4. Ne restez pas les bras croisés : développez plusieurs projets
Avoir un seul projet en développement est idéal pour en garantir la qualité d'écriture. Cependant, face aux délais incompressibles du secteur, il est judicieux de travailler sur plusieurs projets simultanément, à des stades différents. Votre dernier projet vient d'être déposé au CNC ? Profitez de ces trois mois d'attente pour démarrer un nouveau scénario ou développer une idée. Je vous suggère de jongler avec deux ou trois projets au maximum. Au-delà, vous risquez de vous disperser et de ne faire avancer aucun d'entre eux concrètement. Cette stratégie vous permet de rester actif, créatif, et d'augmenter vos chances d'avoir un projet abouti plus rapidement.

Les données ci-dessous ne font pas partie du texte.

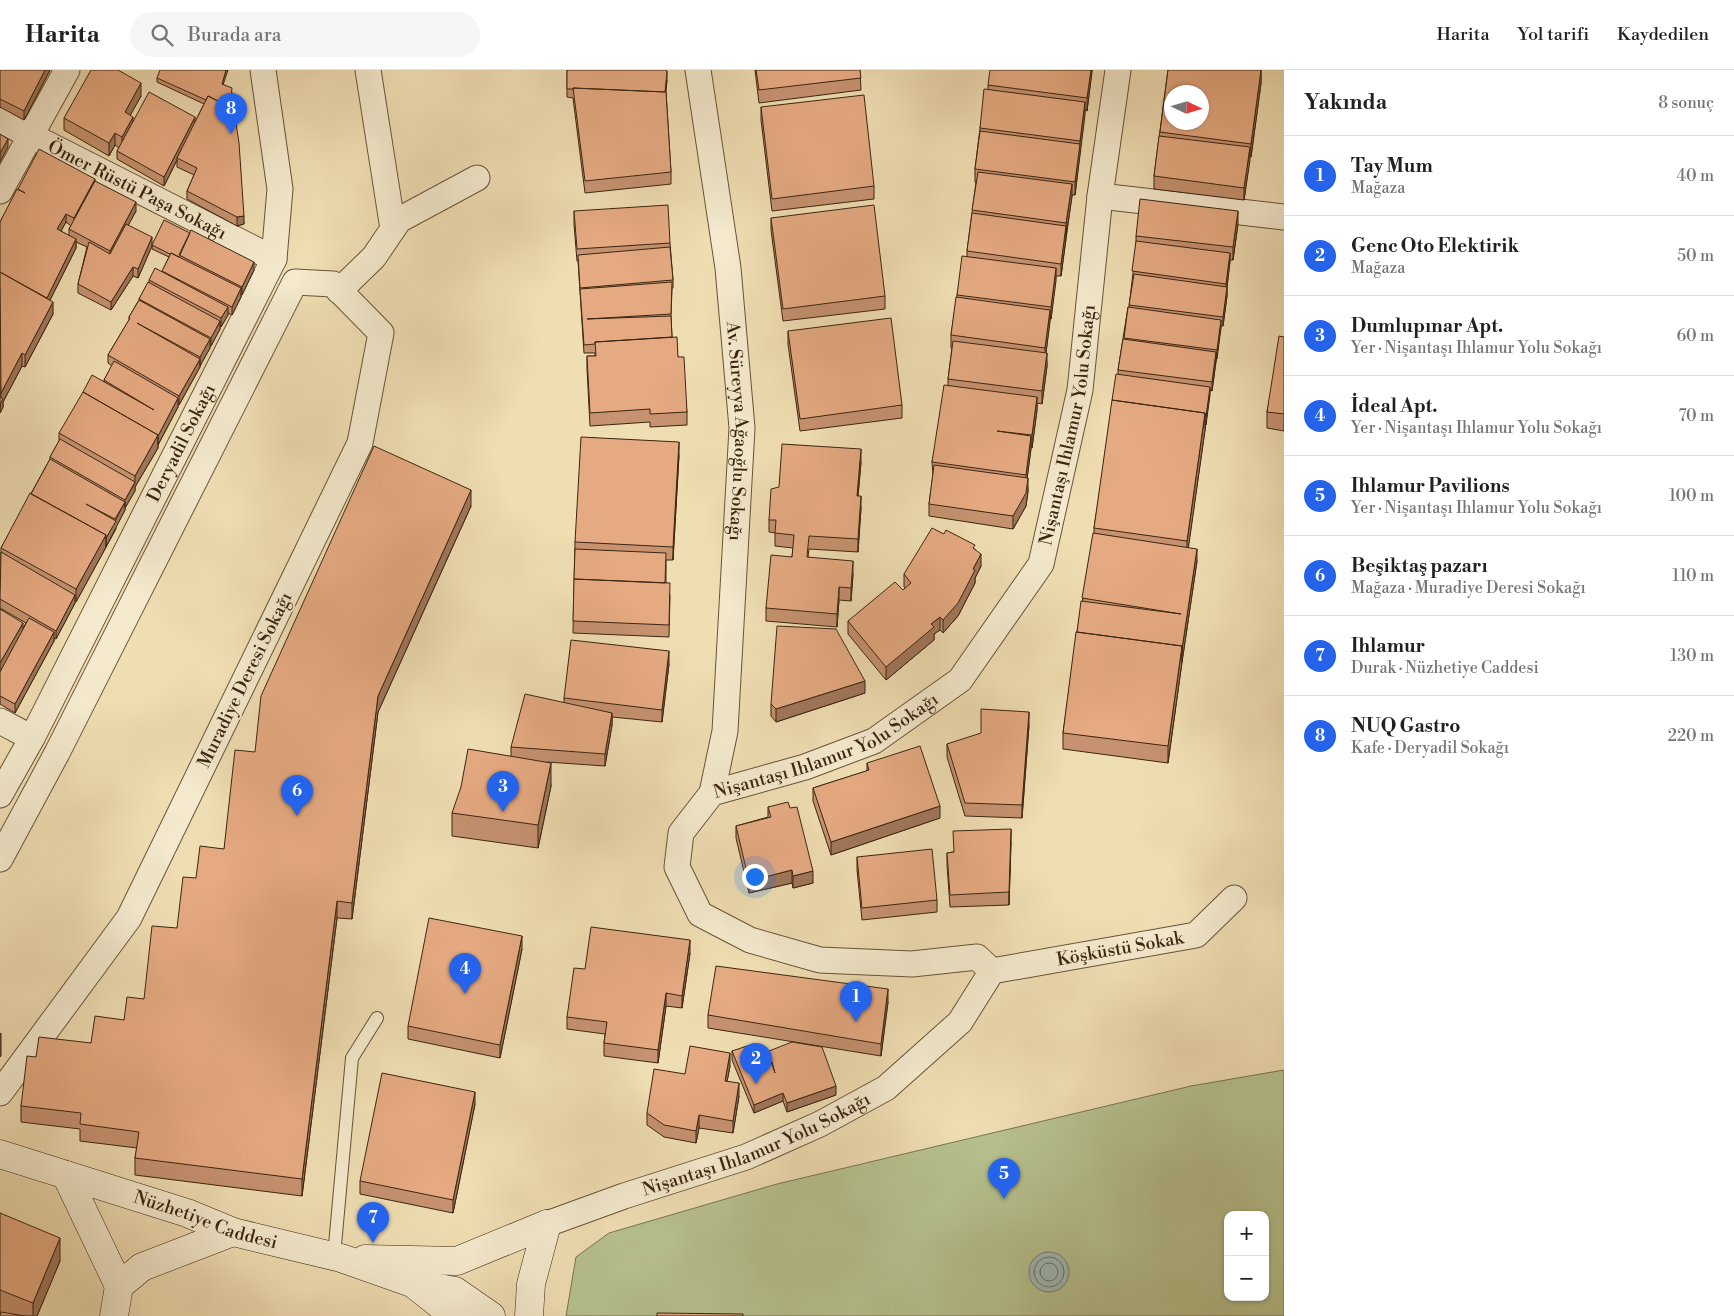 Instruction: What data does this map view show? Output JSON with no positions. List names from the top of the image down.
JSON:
{
  "streets": {
    "street": [
      "Ömer Rüstü Paşa Sokağı",
      "Nişantaşı Ihlamur Yolu Sokağı",
      "Av. Süreyya Ağaoğlu Sokağı",
      "Deryadil Sokağı",
      "Muradiye Deresi Sokağı",
      "Köşküstü Sokak",
      "Nüzhetiye Caddesi"
    ]
  },
  "crossings": [
    ["Ömer Rüstü Paşa Sokağı", "Deryadil Sokağı"],
    ["Nişantaşı Ihlamur Yolu Sokağı", "Av. Süreyya Ağaoğlu Sokağı"],
    ["Nişantaşı Ihlamur Yolu Sokağı", "Köşküstü Sokak"],
    ["Deryadil Sokağı", "Muradiye Deresi Sokağı"]
  ],
  "north": "right",
  "page": {
    "header": "Harita",
    "search": "Burada ara",
    "nav": ["Harita", "Yol tarifi", "Kaydedilen"],
    "heading": ["Yakında", "8 sonuç"],
    "pins": [
      "8",
      "3",
      "6",
      "4",
      "1",
      "2",
      "5",
      "7"
    ],
    "list": [
      {
        "mark": "1",
        "name": "Tay Mum",
        "note": "Mağaza",
        "value": "40 m"
      },
      {
        "mark": "2",
        "name": "Genc Oto Elektirik",
        "note": "Mağaza",
        "value": "50 m"
      },
      {
        "mark": "3",
        "name": "Dumlupınar Apt.",
        "note": "Yer · Nişantaşı Ihlamur Yolu Sokağı",
        "value": "60 m"
      },
      {
        "mark": "4",
        "name": "İdeal Apt.",
        "note": "Yer · Nişantaşı Ihlamur Yolu Sokağı",
        "value": "70 m"
      },
      {
        "mark": "5",
        "name": "Ihlamur Pavilions",
        "note": "Yer · Nişantaşı Ihlamur Yolu Sokağı",
        "value": "100 m"
      },
      {
        "mark": "6",
        "name": "Beşiktaş pazarı",
        "note": "Mağaza · Muradiye Deresi Sokağı",
        "value": "110 m"
      },
      {
        "mark": "7",
        "name": "Ihlamur",
        "note": "Durak · Nüzhetiye Caddesi",
        "value": "130 m"
      },
      {
        "mark": "8",
        "name": "NUQ Gastro",
        "note": "Kafe · Deryadil Sokağı",
        "value": "220 m"
      }
    ],
    "map_buttons": ["+", "−"]
  }
} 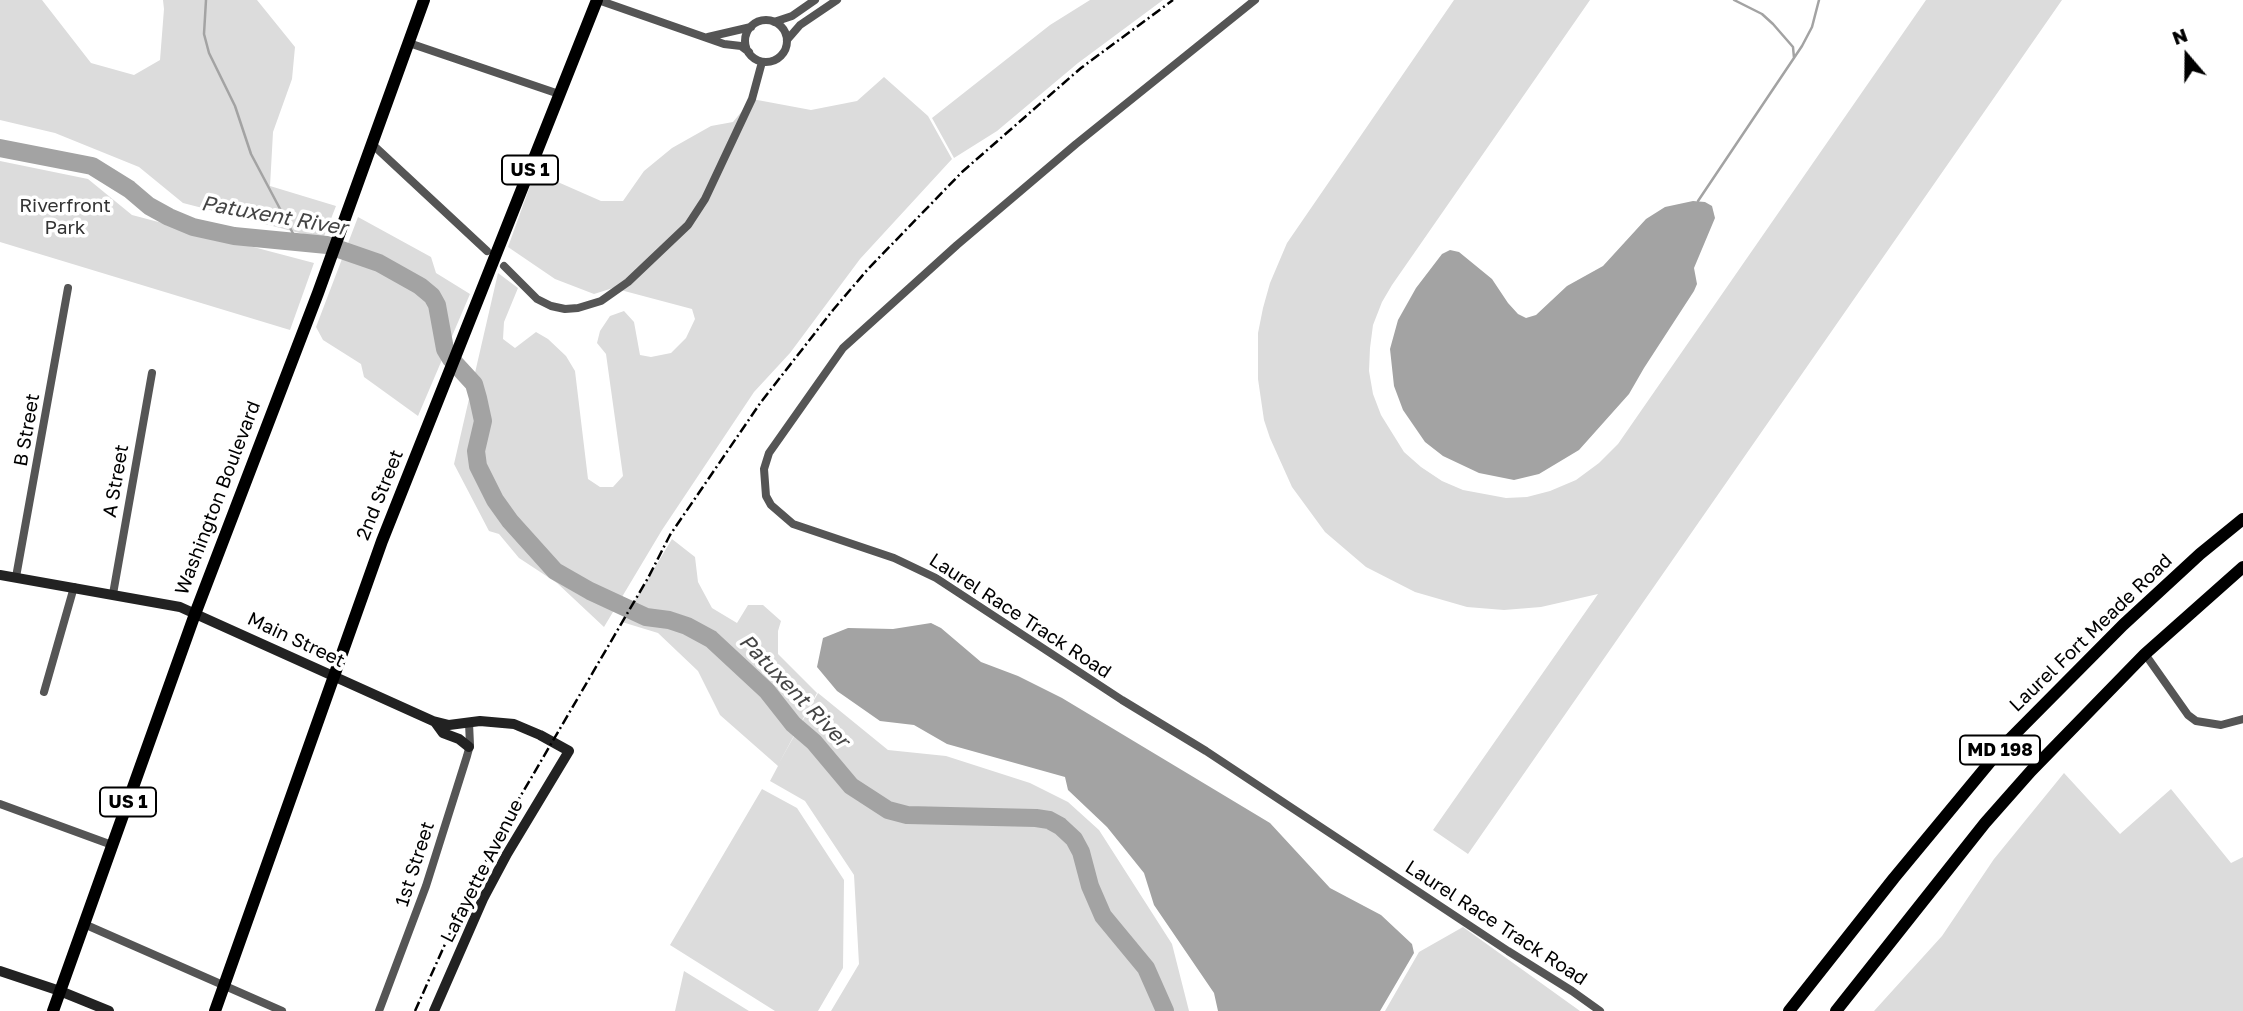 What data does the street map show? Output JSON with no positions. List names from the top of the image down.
{
  "streets": {
    "main road": [
      "US 1",
      "2nd Street",
      "Washington Boulevard",
      "Laurel Fort Meade Road",
      "MD 198"
    ],
    "street": [
      "B Street",
      "A Street",
      "Laurel Race Track Road",
      "Main Street",
      "1st Street",
      "Lafayette Avenue"
    ]
  },
  "crossings": [
    ["B Street", "Main Street"],
    ["A Street", "Main Street"],
    ["2nd Street", "Main Street"],
    ["Washington Boulevard", "Main Street"],
    ["Main Street", "1st Street"],
    ["Main Street", "Lafayette Avenue"]
  ],
  "water": ["Patuxent River"],
  "parks": ["Riverfront Park"],
  "north": "top"
}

Par exemple, si vous avez un long-métrage en phase de recherche de financement, vous pourriez travailler sur l'écriture d'un court-métrage ou d'un épisode pilote de série en parallèle. Cela permet de varier les plaisirs créatifs et de ne pas mettre tous ses œufs dans le même panier.
5. Votre projet mérite d'être traité avec soin
Votre scénario est comme un enfant : il ne mérite pas d'être bâclé à cause de votre impatience. Il a besoin de ce temps de gestation pour murir, pour que vous trouviez les meilleurs partenaires, les meilleurs financements, et enfin, pour que vous le réalisiez dans les meilleures conditions possibles. Cette exigence de qualité implique, par essence, de la patience. Un film comme Parasite de Bong Joon-ho ou Roma d'Alfonso Cuarón n'aurait jamais atteint un tel niveau de finition sans un développement et une production soignés, qui prennent du temps.
J'espère que ces conseils vous aideront à naviguer dans le monde exigeant du cinéma. Je vous souhaite, comme toujours, le meilleur dans vos projets.